Sometimes a book is pure entertainment; it fills a few hours enjoyably, lets me escape from reality for a while, and that’s enough. If it lets me feel I’m spending time with some old friends, or meeting new ones, or visiting a new place, or revisiting a familiar one, that’s an extra. I read a lot of books like that.
Other times, though, there’s more. Those times, I come to the end of the book feeling I’ve learned something new, expanded my horizons, explored new territory. The author has clearly researched thoroughly, in order to recreate a setting or a scenario accurately; in those cases the details can usually be regarded as reliable and true to life, because there’s always a reader out there who has been there, done that, got the t-shirt, and is willing to go public when it doesn’t ring true on the page.
I’ve learned a lot reading crime fiction. I’ve learned about wine-making, the oil industry, archaeology, the customs of a Mennonite community and native American reservations and plenty more besides. My horizons have widened, my knowledge base has improved, and all with great stories attached. But sometimes that accuracy can be two-edged, and maybe even a little scary; there are occasions when I think, hmm, maybe I’d have been more comfortable without that knowledge. And if not me, then maybe another reader.
For instance I recently read a book set mainly on a cruise ship. Seagoing craft and I do not get along, and a cruise would definitely not be my idea of a great holiday, but many people think differently, and might find the background to this gripping story just a little offputting. Did you know (I didn’t, before I read the book) that if a serious crime is committed during a cruise, jurisdiction lies with the police in the country where the ship is registered? (Unless the victim is a citizen of the USA, many Dead Guy followers may be glad to learn; then it’s the FBI.) So no one on board has the power to investigate; they have to wait until detectives arrive from whatever country that is, however long it takes. It could be some tiny (or war-torn) African or south American country which doesn’t run to the kind of well-funded, well-equipped police force a crime victim might want. That’s the way merchant shipping works. And, well, give or take the odd episode of piracy on the high seas which makes headlines, when did you last hear of a major crime committed on a cruise ship? Major incidents, yes; but crime: say, a murder or kidnapping? No, me neither.

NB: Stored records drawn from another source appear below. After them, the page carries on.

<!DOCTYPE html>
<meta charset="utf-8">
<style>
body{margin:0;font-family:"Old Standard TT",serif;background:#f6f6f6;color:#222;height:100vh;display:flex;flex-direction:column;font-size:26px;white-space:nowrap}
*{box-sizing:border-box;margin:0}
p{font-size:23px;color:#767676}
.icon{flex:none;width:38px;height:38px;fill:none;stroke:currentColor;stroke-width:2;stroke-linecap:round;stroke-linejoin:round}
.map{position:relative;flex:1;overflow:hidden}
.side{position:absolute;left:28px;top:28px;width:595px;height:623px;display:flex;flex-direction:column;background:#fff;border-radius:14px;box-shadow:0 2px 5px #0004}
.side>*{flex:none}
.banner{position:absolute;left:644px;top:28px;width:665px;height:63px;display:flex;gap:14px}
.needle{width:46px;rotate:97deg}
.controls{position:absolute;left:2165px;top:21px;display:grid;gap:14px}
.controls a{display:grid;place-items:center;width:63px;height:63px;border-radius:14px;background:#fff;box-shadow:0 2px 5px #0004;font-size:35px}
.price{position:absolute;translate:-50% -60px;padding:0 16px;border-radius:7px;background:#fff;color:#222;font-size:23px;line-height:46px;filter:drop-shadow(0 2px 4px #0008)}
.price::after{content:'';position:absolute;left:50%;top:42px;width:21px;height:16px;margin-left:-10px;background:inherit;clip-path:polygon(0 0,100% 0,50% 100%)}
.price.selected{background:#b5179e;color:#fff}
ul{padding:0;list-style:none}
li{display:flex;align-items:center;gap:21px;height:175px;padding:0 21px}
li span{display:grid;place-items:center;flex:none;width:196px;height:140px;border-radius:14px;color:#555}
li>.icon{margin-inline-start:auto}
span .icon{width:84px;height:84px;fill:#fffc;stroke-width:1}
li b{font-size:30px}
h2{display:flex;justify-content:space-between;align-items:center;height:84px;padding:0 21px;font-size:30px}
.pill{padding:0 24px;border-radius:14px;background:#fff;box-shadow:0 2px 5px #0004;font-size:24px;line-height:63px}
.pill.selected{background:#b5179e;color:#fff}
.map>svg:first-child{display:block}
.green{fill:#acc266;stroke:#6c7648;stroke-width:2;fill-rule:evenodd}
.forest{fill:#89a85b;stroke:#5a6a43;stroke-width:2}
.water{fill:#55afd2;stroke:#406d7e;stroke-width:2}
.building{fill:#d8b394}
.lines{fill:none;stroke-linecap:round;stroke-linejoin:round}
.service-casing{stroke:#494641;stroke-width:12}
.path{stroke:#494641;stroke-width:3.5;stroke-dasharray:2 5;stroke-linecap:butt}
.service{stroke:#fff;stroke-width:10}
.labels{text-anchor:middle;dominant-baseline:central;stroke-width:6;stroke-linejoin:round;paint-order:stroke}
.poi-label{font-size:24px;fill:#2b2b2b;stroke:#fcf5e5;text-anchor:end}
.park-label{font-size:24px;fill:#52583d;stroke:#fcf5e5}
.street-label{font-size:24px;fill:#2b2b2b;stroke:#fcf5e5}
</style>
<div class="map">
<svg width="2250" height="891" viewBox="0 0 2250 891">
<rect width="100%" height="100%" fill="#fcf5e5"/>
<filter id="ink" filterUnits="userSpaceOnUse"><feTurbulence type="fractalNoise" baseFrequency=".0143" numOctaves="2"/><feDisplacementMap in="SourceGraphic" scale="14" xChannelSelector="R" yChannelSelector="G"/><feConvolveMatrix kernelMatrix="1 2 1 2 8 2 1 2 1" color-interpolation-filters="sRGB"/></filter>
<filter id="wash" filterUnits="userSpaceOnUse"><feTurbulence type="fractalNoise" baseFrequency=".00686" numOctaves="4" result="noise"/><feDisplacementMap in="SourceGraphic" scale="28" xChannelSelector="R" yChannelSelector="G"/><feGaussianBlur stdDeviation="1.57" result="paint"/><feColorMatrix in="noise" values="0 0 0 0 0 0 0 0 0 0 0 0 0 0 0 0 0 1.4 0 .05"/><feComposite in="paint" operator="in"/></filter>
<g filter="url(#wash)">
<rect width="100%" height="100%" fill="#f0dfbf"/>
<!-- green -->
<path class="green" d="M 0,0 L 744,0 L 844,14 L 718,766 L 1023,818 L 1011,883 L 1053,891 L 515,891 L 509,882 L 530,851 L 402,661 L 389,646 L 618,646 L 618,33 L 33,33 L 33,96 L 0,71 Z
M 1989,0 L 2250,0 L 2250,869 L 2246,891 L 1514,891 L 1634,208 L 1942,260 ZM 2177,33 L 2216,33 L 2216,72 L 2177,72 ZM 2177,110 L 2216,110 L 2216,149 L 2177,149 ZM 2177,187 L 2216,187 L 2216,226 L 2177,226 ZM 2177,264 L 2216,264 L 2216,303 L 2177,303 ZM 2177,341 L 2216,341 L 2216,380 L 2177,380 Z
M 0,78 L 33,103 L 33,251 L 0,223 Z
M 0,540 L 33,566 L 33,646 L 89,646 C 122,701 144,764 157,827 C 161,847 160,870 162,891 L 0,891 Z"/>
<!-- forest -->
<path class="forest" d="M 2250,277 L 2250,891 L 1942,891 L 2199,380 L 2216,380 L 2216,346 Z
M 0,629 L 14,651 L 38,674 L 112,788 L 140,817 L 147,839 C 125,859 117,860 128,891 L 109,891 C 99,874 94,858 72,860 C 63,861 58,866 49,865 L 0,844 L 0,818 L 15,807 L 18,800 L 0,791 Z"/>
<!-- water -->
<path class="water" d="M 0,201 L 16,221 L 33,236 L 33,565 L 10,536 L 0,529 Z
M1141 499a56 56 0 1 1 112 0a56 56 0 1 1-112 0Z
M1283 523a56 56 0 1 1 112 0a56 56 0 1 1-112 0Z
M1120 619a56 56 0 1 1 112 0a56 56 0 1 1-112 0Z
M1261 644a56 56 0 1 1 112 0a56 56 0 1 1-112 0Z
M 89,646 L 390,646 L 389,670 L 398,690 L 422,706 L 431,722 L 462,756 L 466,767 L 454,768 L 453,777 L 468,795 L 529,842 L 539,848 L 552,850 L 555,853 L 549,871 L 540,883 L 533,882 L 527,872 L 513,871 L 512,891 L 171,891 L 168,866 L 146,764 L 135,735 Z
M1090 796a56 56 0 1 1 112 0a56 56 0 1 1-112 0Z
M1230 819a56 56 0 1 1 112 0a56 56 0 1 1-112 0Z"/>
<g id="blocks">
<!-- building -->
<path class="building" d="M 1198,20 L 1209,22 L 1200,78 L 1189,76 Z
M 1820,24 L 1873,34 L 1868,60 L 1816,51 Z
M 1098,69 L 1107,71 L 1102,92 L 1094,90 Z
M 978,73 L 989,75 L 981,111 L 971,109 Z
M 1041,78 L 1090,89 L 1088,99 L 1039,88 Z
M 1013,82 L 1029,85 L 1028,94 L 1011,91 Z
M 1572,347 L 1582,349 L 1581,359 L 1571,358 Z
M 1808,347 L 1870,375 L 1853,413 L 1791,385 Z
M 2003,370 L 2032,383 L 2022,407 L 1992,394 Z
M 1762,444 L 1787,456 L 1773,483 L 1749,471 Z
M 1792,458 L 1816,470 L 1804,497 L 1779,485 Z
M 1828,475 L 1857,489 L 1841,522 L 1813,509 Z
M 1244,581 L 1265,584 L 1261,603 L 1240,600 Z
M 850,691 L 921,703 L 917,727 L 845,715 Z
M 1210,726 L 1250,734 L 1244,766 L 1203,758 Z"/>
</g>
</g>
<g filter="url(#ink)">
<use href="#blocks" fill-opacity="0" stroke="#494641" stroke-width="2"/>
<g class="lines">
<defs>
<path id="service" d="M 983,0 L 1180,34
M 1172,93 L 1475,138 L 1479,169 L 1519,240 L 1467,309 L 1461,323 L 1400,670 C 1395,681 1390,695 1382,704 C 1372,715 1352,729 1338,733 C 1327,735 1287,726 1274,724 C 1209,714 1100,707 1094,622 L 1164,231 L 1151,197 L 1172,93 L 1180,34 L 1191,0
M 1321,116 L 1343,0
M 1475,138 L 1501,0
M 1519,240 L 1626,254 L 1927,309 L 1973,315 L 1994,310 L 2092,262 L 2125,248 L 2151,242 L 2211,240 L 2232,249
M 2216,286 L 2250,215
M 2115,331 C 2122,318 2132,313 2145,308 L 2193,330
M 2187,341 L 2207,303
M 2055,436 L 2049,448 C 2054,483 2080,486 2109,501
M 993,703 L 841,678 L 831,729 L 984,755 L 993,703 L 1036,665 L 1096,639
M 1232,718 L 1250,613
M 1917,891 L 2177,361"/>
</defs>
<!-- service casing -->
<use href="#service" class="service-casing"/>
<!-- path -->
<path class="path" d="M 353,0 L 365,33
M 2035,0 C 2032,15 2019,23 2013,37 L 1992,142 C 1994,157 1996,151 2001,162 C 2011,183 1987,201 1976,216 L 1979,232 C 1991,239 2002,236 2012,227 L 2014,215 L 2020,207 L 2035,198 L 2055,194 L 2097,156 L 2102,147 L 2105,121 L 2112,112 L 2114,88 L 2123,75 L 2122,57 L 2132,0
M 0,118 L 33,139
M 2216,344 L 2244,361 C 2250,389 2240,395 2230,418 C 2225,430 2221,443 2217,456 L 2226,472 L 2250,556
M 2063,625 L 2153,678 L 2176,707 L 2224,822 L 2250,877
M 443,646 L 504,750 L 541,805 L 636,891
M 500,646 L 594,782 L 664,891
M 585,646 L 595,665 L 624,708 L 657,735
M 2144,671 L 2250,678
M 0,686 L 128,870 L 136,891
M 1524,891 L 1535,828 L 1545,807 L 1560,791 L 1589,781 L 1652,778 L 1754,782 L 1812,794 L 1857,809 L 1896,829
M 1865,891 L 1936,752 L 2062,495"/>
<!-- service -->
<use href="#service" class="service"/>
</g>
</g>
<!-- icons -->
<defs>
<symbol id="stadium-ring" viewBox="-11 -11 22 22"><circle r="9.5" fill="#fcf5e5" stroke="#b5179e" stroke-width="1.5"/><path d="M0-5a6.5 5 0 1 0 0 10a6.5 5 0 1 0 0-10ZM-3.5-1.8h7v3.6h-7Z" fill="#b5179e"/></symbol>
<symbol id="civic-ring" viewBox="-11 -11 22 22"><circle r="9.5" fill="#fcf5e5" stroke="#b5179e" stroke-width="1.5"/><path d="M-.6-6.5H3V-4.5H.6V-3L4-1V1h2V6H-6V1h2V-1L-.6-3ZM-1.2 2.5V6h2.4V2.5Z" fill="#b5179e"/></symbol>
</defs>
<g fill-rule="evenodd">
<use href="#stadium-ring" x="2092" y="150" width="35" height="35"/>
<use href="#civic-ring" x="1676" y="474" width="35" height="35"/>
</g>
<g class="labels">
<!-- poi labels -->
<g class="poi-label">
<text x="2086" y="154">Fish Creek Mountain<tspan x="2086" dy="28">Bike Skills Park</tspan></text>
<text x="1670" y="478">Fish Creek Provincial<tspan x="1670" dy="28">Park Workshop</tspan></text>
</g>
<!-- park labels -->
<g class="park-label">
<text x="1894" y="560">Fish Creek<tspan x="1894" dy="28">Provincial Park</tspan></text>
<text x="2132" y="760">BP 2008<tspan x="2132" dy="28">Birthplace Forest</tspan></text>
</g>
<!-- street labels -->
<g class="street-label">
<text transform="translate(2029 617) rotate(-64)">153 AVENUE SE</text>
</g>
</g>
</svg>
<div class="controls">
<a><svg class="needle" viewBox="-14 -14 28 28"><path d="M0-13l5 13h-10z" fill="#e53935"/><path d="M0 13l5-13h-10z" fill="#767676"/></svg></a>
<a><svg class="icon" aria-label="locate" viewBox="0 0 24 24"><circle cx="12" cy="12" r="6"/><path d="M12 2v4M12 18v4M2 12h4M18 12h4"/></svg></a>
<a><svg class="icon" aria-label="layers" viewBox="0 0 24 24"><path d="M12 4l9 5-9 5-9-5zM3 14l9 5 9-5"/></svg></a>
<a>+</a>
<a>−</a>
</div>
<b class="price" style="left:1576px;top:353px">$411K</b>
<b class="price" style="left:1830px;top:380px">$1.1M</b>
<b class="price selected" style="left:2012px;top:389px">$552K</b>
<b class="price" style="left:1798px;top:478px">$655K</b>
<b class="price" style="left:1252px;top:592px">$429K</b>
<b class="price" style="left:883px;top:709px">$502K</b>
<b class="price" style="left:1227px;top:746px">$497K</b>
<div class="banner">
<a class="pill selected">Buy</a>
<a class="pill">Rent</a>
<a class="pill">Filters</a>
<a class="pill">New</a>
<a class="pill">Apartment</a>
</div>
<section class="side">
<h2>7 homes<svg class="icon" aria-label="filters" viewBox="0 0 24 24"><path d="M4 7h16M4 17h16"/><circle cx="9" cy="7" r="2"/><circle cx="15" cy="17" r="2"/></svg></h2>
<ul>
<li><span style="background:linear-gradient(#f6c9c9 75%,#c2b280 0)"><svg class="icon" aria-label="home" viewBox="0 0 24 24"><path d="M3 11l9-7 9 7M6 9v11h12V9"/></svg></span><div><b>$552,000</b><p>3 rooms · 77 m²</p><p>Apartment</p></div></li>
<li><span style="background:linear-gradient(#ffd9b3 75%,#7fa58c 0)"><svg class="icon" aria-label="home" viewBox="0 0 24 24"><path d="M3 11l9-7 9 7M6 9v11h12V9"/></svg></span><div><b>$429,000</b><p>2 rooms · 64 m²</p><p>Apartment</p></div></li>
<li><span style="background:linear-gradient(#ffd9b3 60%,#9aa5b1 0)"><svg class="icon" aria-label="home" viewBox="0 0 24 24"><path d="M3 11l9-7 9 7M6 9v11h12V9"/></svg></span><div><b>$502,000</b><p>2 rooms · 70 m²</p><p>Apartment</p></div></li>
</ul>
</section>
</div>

See what I mean about being more comfortable without that knowledge?
What else? Oh yes, the football. We didn’t make the final. But you know what? That’s OK. We were knocked out in the semis by the team that eventually won the whole tournament, and for a small country with a population not much bigger than Chicago, I think that counts as triumph. The squad arrived home to a heroes’ welcome: crowds, champagne and flag-waving in every town, a full day of TV devoted to their success. I don’t know what kind of reception the eventual winners got, but it couldn’t have been a better one. The Welsh word for what I’m feeling, what every Welsh person is feeling, is balch. It means proud. But so much more besides; in Welsh word meanings are never simple.
And finally – thanks again to my good friend Chris Nickson for picking up the pieces at short notice again last week. He’s far too modest to tell you himself, but he has a new book out next week: the fourth in his brilliant series featuring D I Tom Harper and his suffragist wife Annabelle, set in 1890s Leeds. There’s more: September will bring you Lottie Armstrong, also a Leeds police-person, but twenty-some years later than Harper, and whaddya know, a woman! (Shock! horror! said some in the 1920s. But Lottie confounds their dubious expectations.)
Find them. Read them. You won’t regret it.